Problem: What is wanted is the full listing, word for word, without its pictures.

Given records:

- Opening Delimiter -

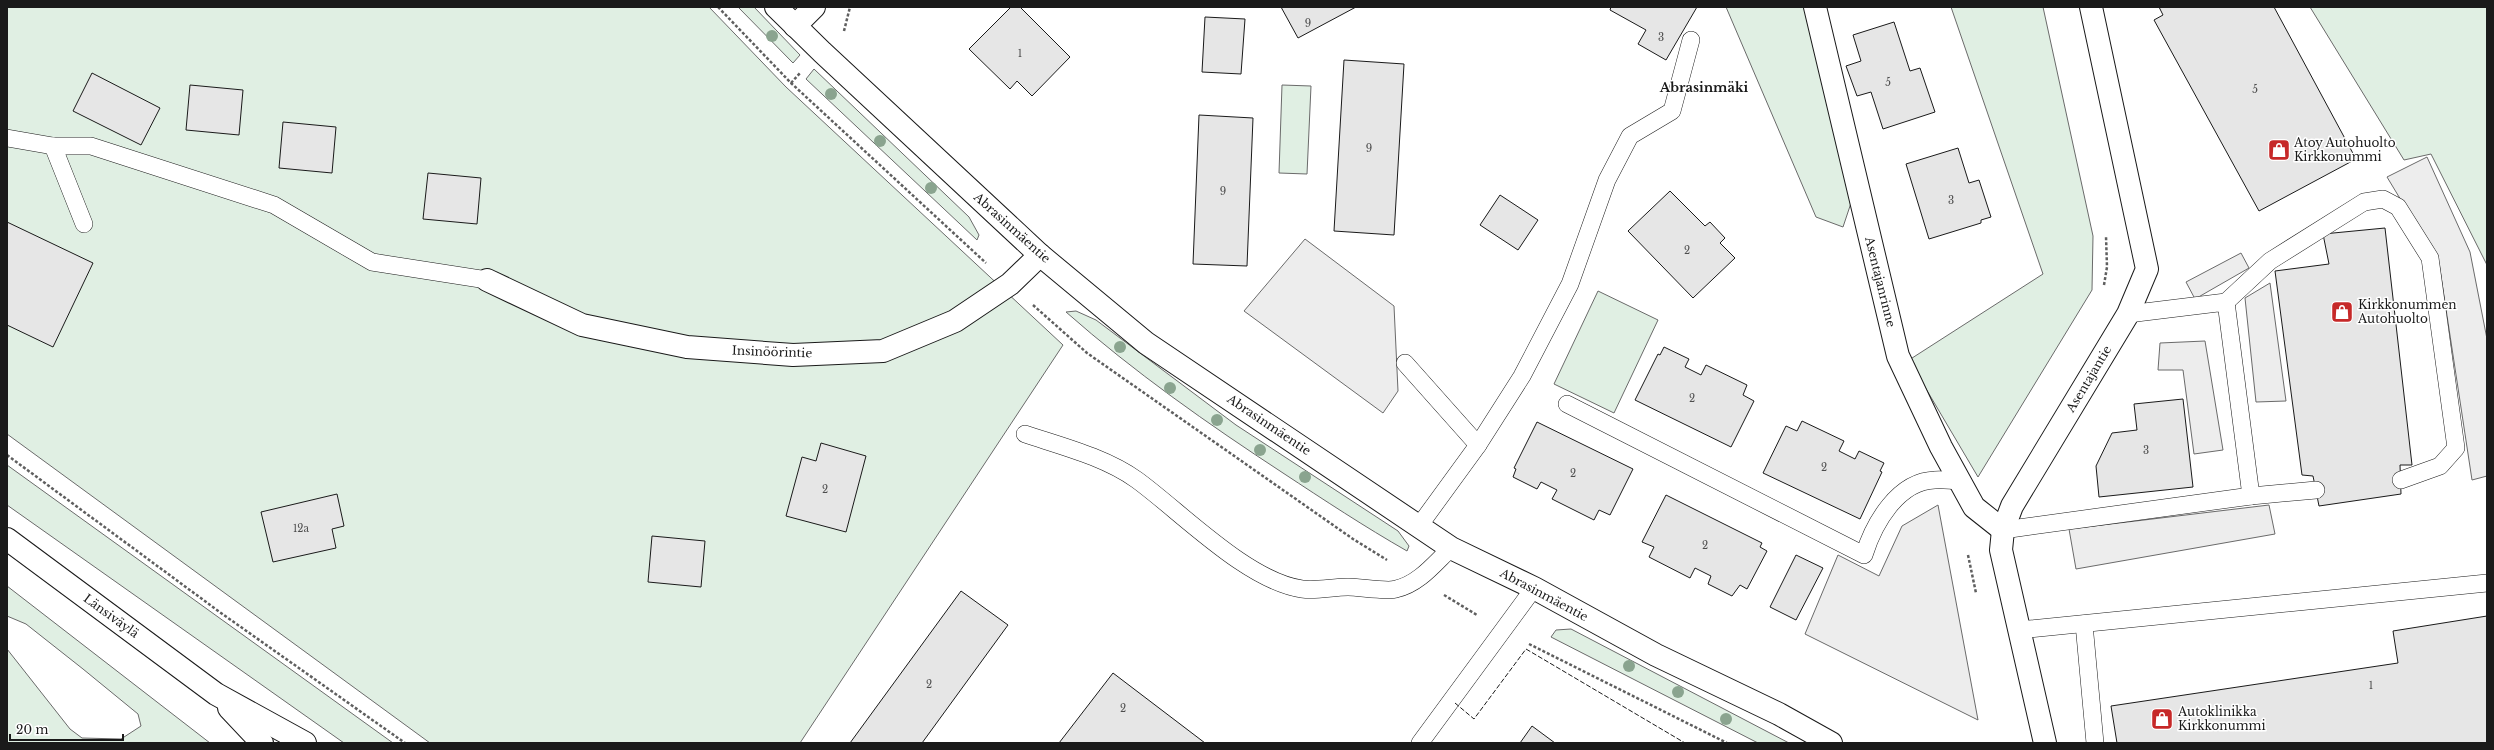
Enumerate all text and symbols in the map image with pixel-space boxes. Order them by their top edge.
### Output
house number: 9 [1305,17,1311,30]
house number: 3 [1658,31,1664,44]
house number: 1 [1018,47,1022,60]
house number: 5 [1885,76,1891,89]
district label: Abrasinmäki [1659,79,1749,96]
house number: 5 [2252,83,2258,96]
place label: Atoy Autohuolto Kirkkonummi [2293,135,2396,164]
shop icon: Atoy Autohuolto Kirkkonummi [2266,137,2292,163]
house number: 9 [1366,142,1372,155]
house number: 9 [1220,185,1226,198]
street label: Abrasinmäentie [970,189,1054,266]
house number: 3 [1948,194,1954,207]
street label: Asentajanrinne [1862,234,1899,329]
house number: 2 [1684,244,1690,257]
place label: Kirkkonummen Autohuolto [2357,297,2457,326]
shop icon: Kirkkonummen Autohuolto [2329,299,2355,325]
street label: Insinöörintie [732,343,813,360]
street label: Asentajantie [2062,343,2114,416]
street label: Abrasinmäentie [1224,391,1314,458]
house number: 2 [1689,392,1695,405]
house number: 3 [2143,444,2149,457]
house number: 2 [1821,461,1827,474]
house number: 2 [1570,467,1576,480]
house number: 2 [822,483,828,496]
house number: 12a [293,522,310,535]
house number: 2 [1702,539,1708,552]
street label: Abrasinmäentie [1497,565,1591,624]
street label: Länsiväylä [81,590,142,641]
house number: 2 [926,678,932,691]
house number: 1 [2369,679,2373,692]
house number: 2 [1120,702,1126,715]
place label: Autoklinikka Kirkkonummi [2177,704,2266,733]
shop icon: Autoklinikka Kirkkonummi [2149,706,2175,732]
scale bar [10,716,123,742]
text: 20 m [16,722,48,737]

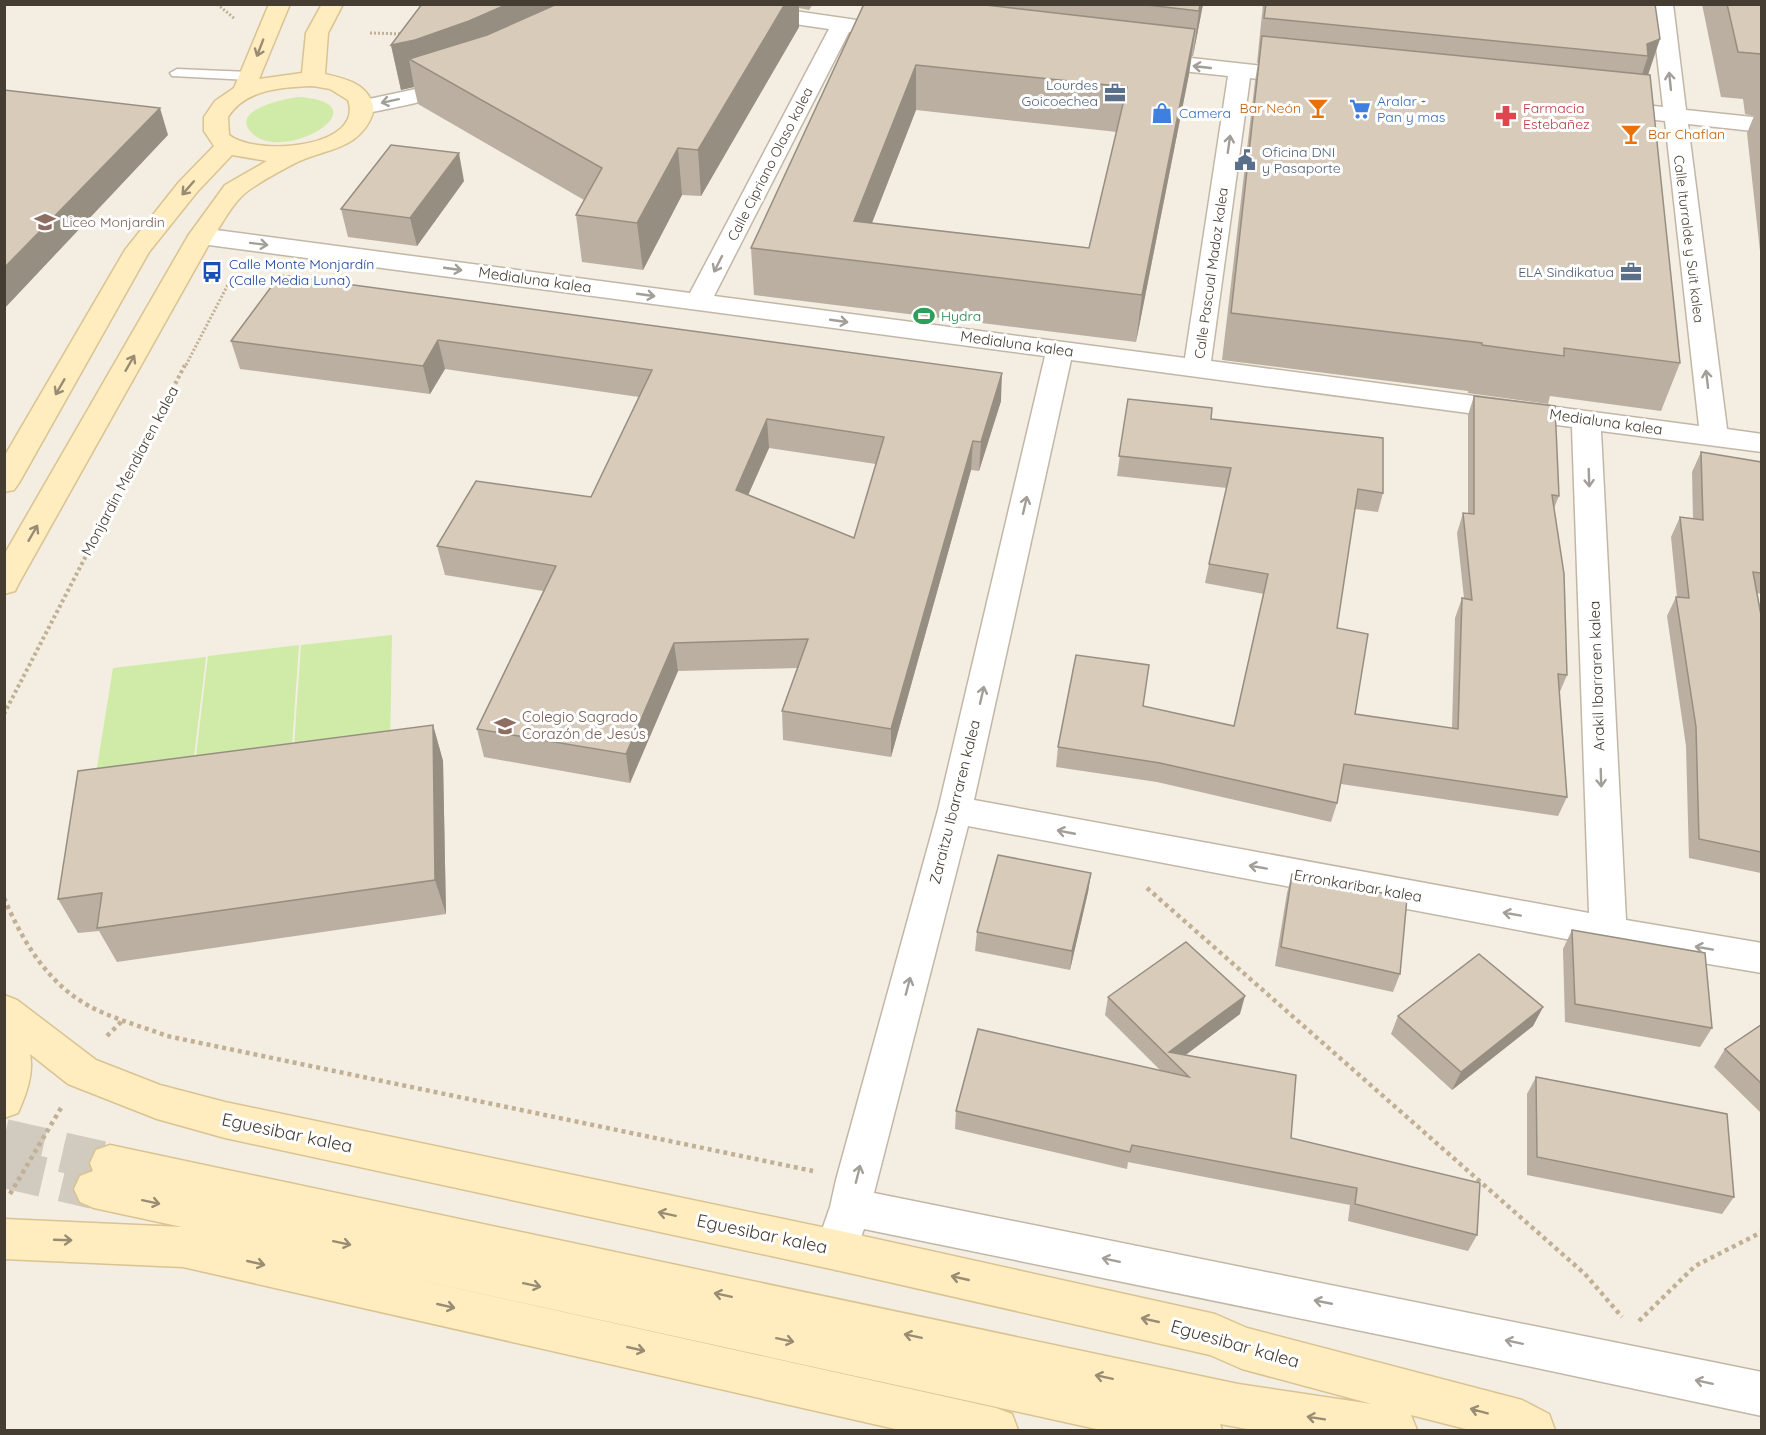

- Closing Delimiter -

Solution to this exercise:
Enumerate all text and symbols in the map image with pixel-space boxes. Order them by their top edge.
### Output
house number: 9 [1305,17,1311,30]
house number: 3 [1658,31,1664,44]
house number: 1 [1018,47,1022,60]
house number: 5 [1885,76,1891,89]
district label: Abrasinmäki [1659,79,1749,96]
house number: 5 [2252,83,2258,96]
place label: Atoy Autohuolto Kirkkonummi [2293,135,2396,164]
shop icon: Atoy Autohuolto Kirkkonummi [2266,137,2292,163]
house number: 9 [1366,142,1372,155]
house number: 9 [1220,185,1226,198]
street label: Abrasinmäentie [970,189,1054,266]
house number: 3 [1948,194,1954,207]
street label: Asentajanrinne [1862,234,1899,329]
house number: 2 [1684,244,1690,257]
place label: Kirkkonummen Autohuolto [2357,297,2457,326]
shop icon: Kirkkonummen Autohuolto [2329,299,2355,325]
street label: Insinöörintie [732,343,813,360]
street label: Asentajantie [2062,343,2114,416]
street label: Abrasinmäentie [1224,391,1314,458]
house number: 2 [1689,392,1695,405]
house number: 3 [2143,444,2149,457]
house number: 2 [1821,461,1827,474]
house number: 2 [1570,467,1576,480]
house number: 2 [822,483,828,496]
house number: 12a [293,522,310,535]
house number: 2 [1702,539,1708,552]
street label: Abrasinmäentie [1497,565,1591,624]
street label: Länsiväylä [81,590,142,641]
house number: 2 [926,678,932,691]
house number: 1 [2369,679,2373,692]
house number: 2 [1120,702,1126,715]
place label: Autoklinikka Kirkkonummi [2177,704,2266,733]
shop icon: Autoklinikka Kirkkonummi [2149,706,2175,732]
scale bar [10,716,123,742]
text: 20 m [16,722,48,737]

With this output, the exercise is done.